##### THE DATA

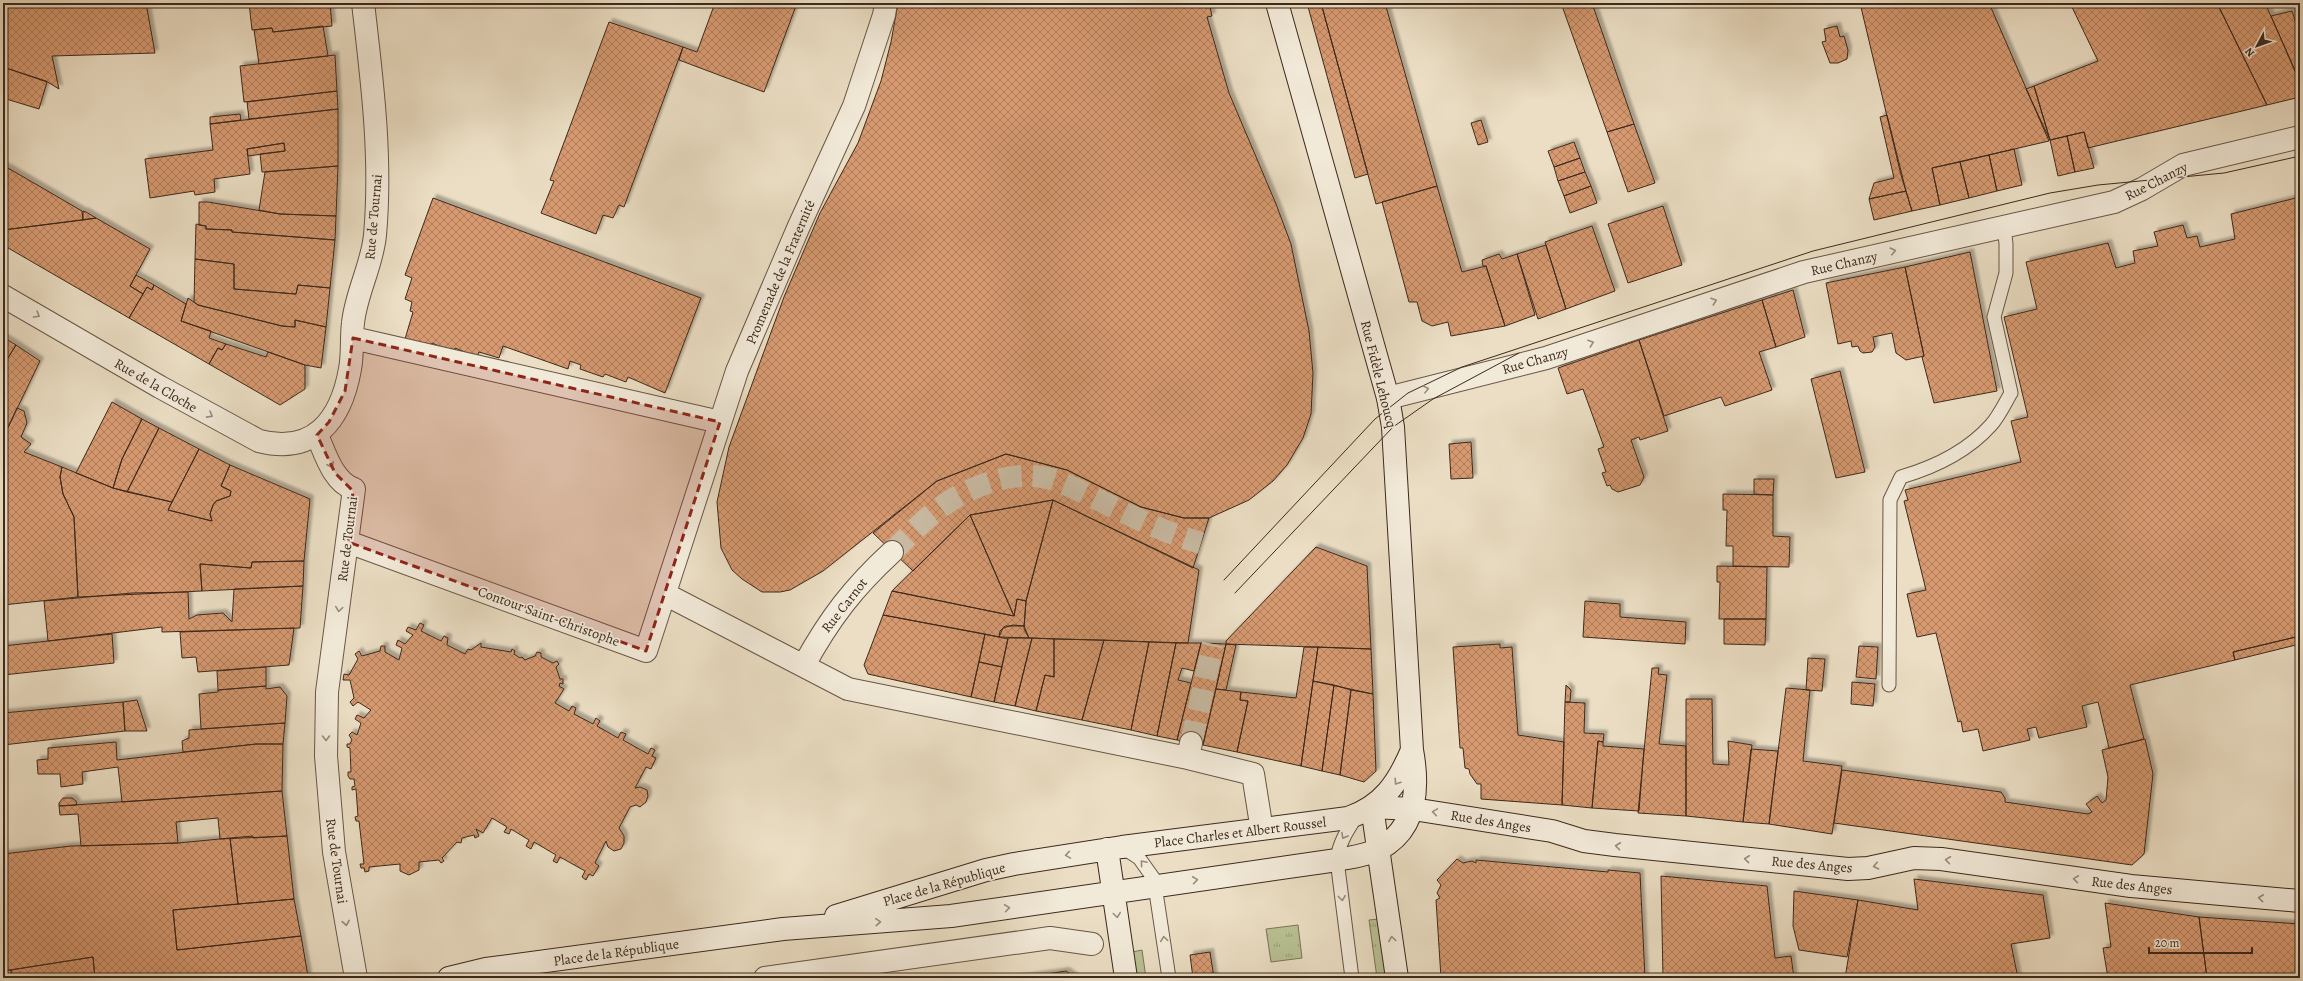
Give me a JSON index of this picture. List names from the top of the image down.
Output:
{
  "streets": {
    "street": [
      "Rue Chanzy",
      "Rue de Tournai",
      "Promenade de la Fraternité",
      "Rue Fidèle Lehoucq",
      "Rue de la Cloche",
      "Rue Carnot",
      "Contour Saint-Christophe",
      "Rue des Anges",
      "Place Charles et Albert Roussel",
      "Place de la République"
    ]
  },
  "crossings": [
    ["Rue Chanzy", "Rue Fidèle Lehoucq"],
    ["Rue de Tournai", "Rue de la Cloche"],
    ["Rue de Tournai", "Contour Saint-Christophe"],
    ["Promenade de la Fraternité", "Contour Saint-Christophe"],
    ["Rue Fidèle Lehoucq", "Rue des Anges"],
    ["Rue Fidèle Lehoucq", "Place Charles et Albert Roussel"],
    ["Rue des Anges", "Place Charles et Albert Roussel"],
    ["Place Charles et Albert Roussel", "Place de la République"]
  ],
  "one_way": [
    "Rue Chanzy",
    "Rue de Tournai",
    "Rue de la Cloche",
    "Rue des Anges"
  ],
  "scale_bar": "20 m",
  "north": "bottom left"
}
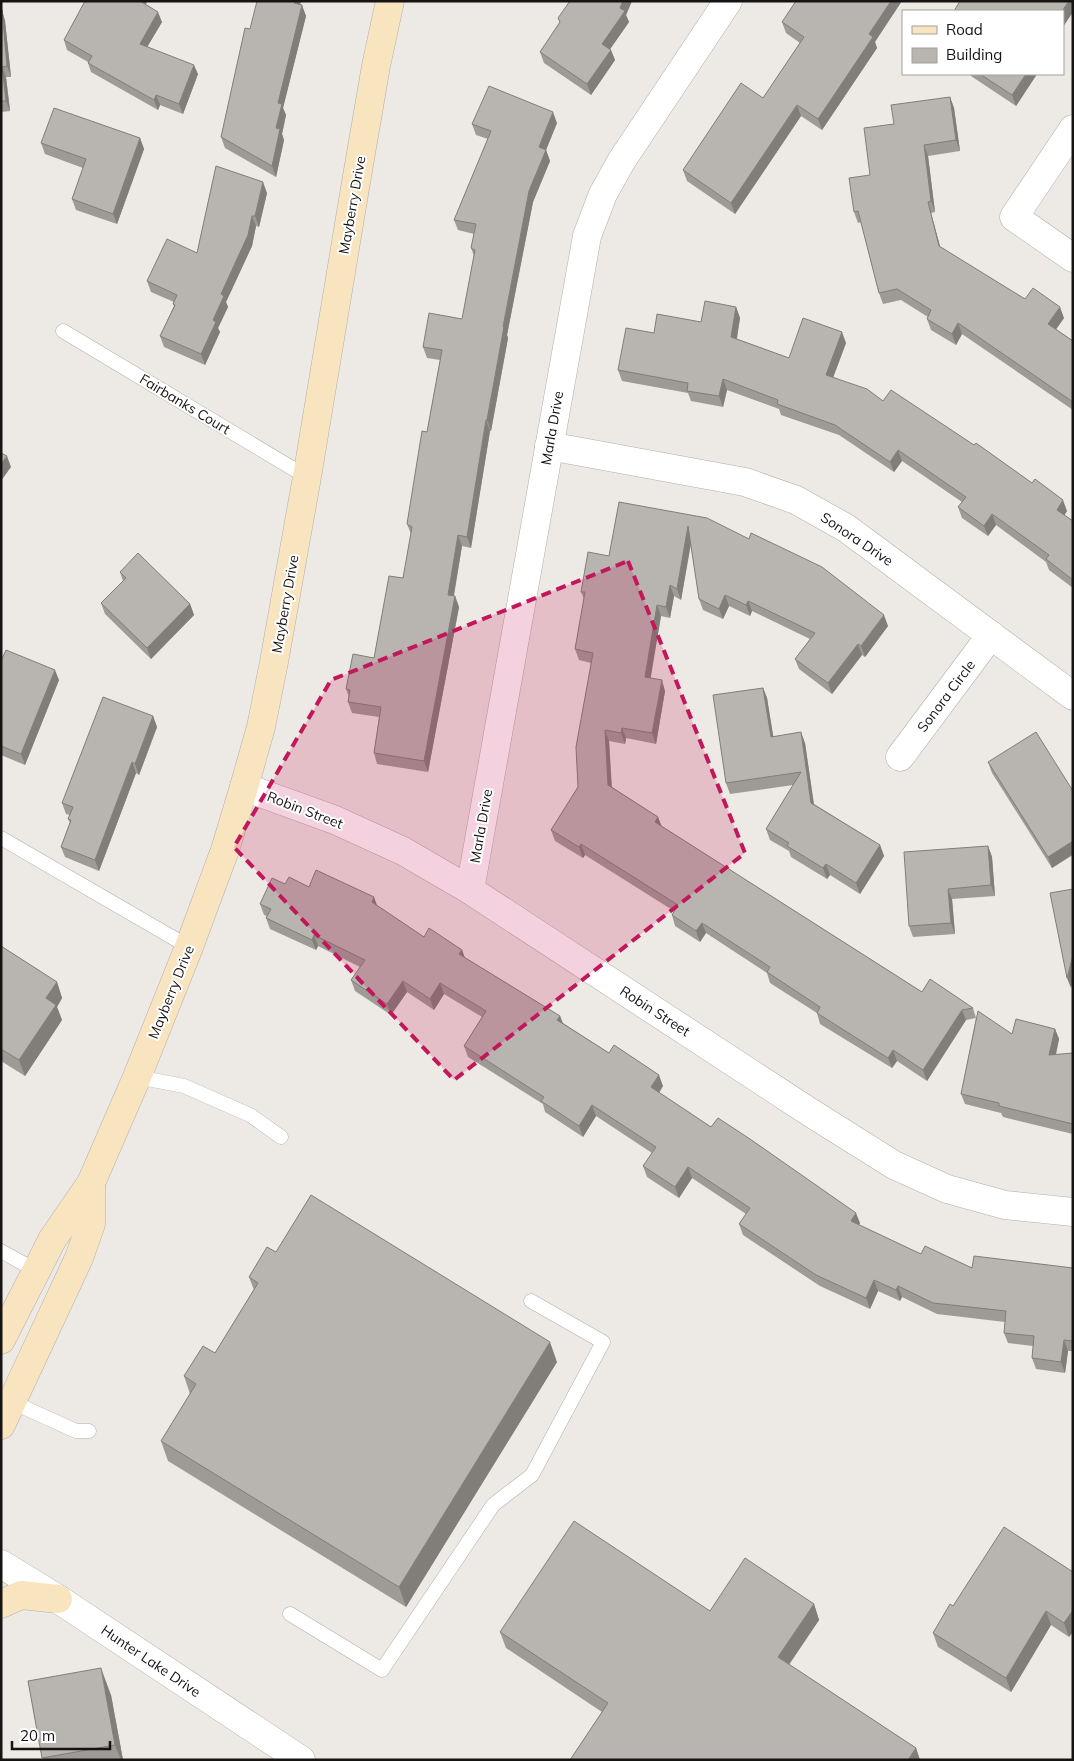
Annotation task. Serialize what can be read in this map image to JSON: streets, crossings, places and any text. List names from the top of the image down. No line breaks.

##########

### ASSIGNMENT
Show every line of the material above in which "down" is present.

### SOLUTION FOR THIS PROBLEM
Give me a JSON index of this picture. List names from the top of the image down.
Annotation task. Serialize what can be read in this map image to JSON: streets, crossings, places and any text. List names from the top of the image down. No line breaks.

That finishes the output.